Panic disorder and agoraphobia: Australian treatment guide for consumers and carers, 2005

Effective treatments for panic disorder

Page last updated: June 2005

Panic disorder is a condition that we know a lot about. There has been a great deal of research to find out which treatments are effective, that is, which treatments will significantly help someone with panic disorder.

The aims of treatment for panic disorder are:

  • To help you cope with and stop panic attacks
  • To become aware of and stop fear-driven avoidance
  • To reduce the vulnerability to future panics.
It is important to remember though that even if treatment has been helpful, you will probably still experience symptoms of anxiety during your recovery.

The major treatments for panic disorder are:
  • Cognitive Behavioural Therapy
  • Antidepressant medication
  • Benzodiazepine medication.
Each of these treatments will be briefly described with the potential advantages and disadvantages listed.
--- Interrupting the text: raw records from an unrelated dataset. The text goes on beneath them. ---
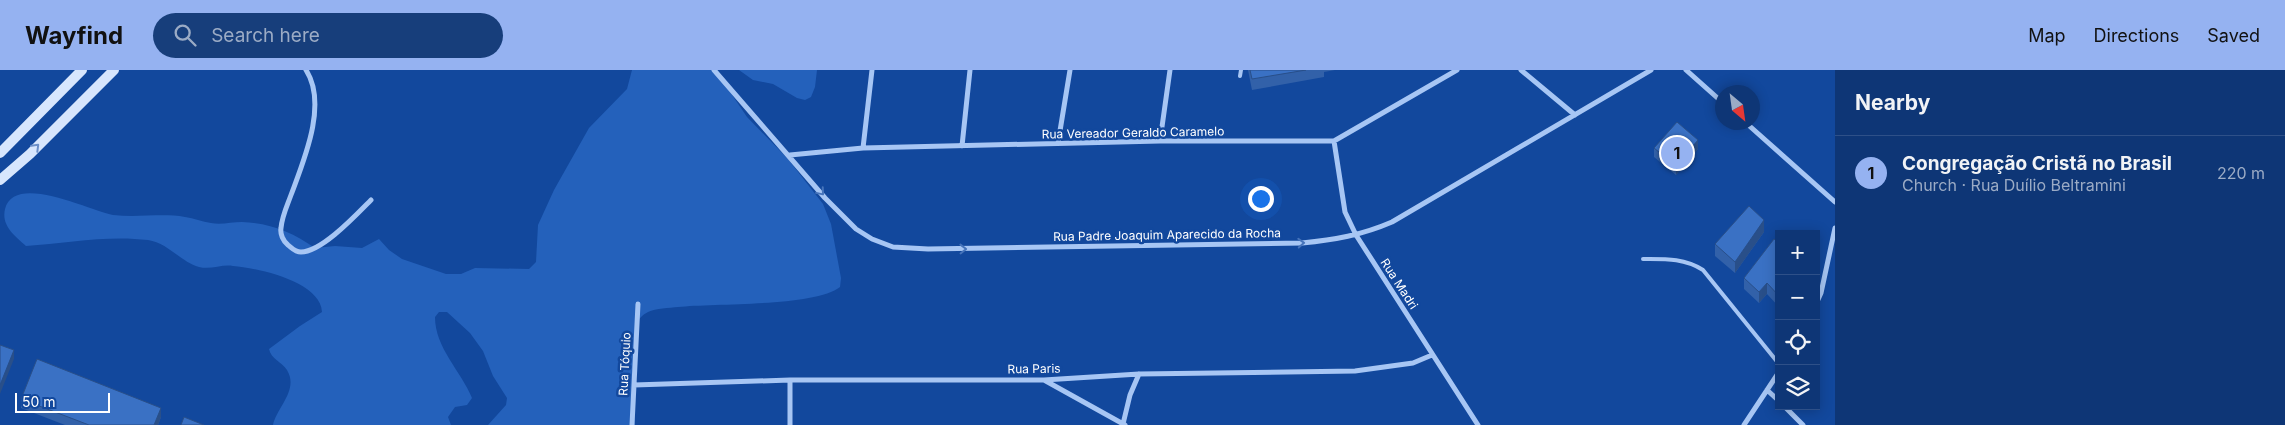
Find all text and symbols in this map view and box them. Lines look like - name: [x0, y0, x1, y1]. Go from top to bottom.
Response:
- search box: [153, 13, 503, 58]
- text: Wayfind: [25, 21, 123, 50]
- icon: search: [171, 21, 199, 49]
- text: Search here: [211, 24, 320, 47]
- text: Map: [2028, 25, 2066, 46]
- text: Directions: [2094, 25, 2179, 46]
- text: Saved: [2207, 25, 2260, 46]
- north arrow: [1715, 85, 1760, 130]
- text: Nearby: [1855, 90, 1930, 115]
- street label: Rua Vereador Geraldo Caramelo: [1042, 123, 1224, 142]
- pin: 1: [1661, 134, 1693, 172]
- one-way arrow: [31, 144, 40, 153]
- text: Congregação Cristã no Brasil: [1902, 152, 2172, 175]
- text: 1: [1868, 163, 1874, 183]
- text: 220 m: [2217, 163, 2265, 183]
- text: Church · Rua Duílio Beltramini: [1902, 175, 2126, 195]
- your location: [1248, 186, 1274, 212]
- one-way arrow: [815, 187, 824, 196]
- street label: Rua Padre Joaquim Aparecido da Rocha: [1053, 225, 1281, 244]
- map controls: [1775, 230, 1820, 410]
- button: +: [1775, 230, 1820, 275]
- one-way arrow: [1297, 237, 1305, 248]
- one-way arrow: [960, 244, 968, 254]
- street label: Rua Madri: [1377, 256, 1421, 312]
- button: −: [1775, 275, 1820, 320]
- button: locate: [1775, 320, 1820, 365]
- street label: Rua Tóquio: [615, 332, 634, 396]
- street label: Rua Paris: [1007, 361, 1061, 376]
- button: layers: [1775, 365, 1820, 410]
- scale bar: [15, 390, 110, 413]
- text: 50 m: [22, 393, 56, 410]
Your choice of treatment may depend on the skill of the therapist, cost or other considerations.

You do not need to be afraid of anxiety. You have skills to deal with it.

Is there a recommended treatment?

Research suggests that Cognitive Behavioural Therapy (CBT) is the preferred treatment but Selective Serotonin Reuptake Inhibitor (SSRI) antidepressants are also commonly used. However, effective treatment should include behavioural treatment to limit avoidance. Each treatment must be considered for its suitability in your particular case. Both psychological and medication options will now be discussed.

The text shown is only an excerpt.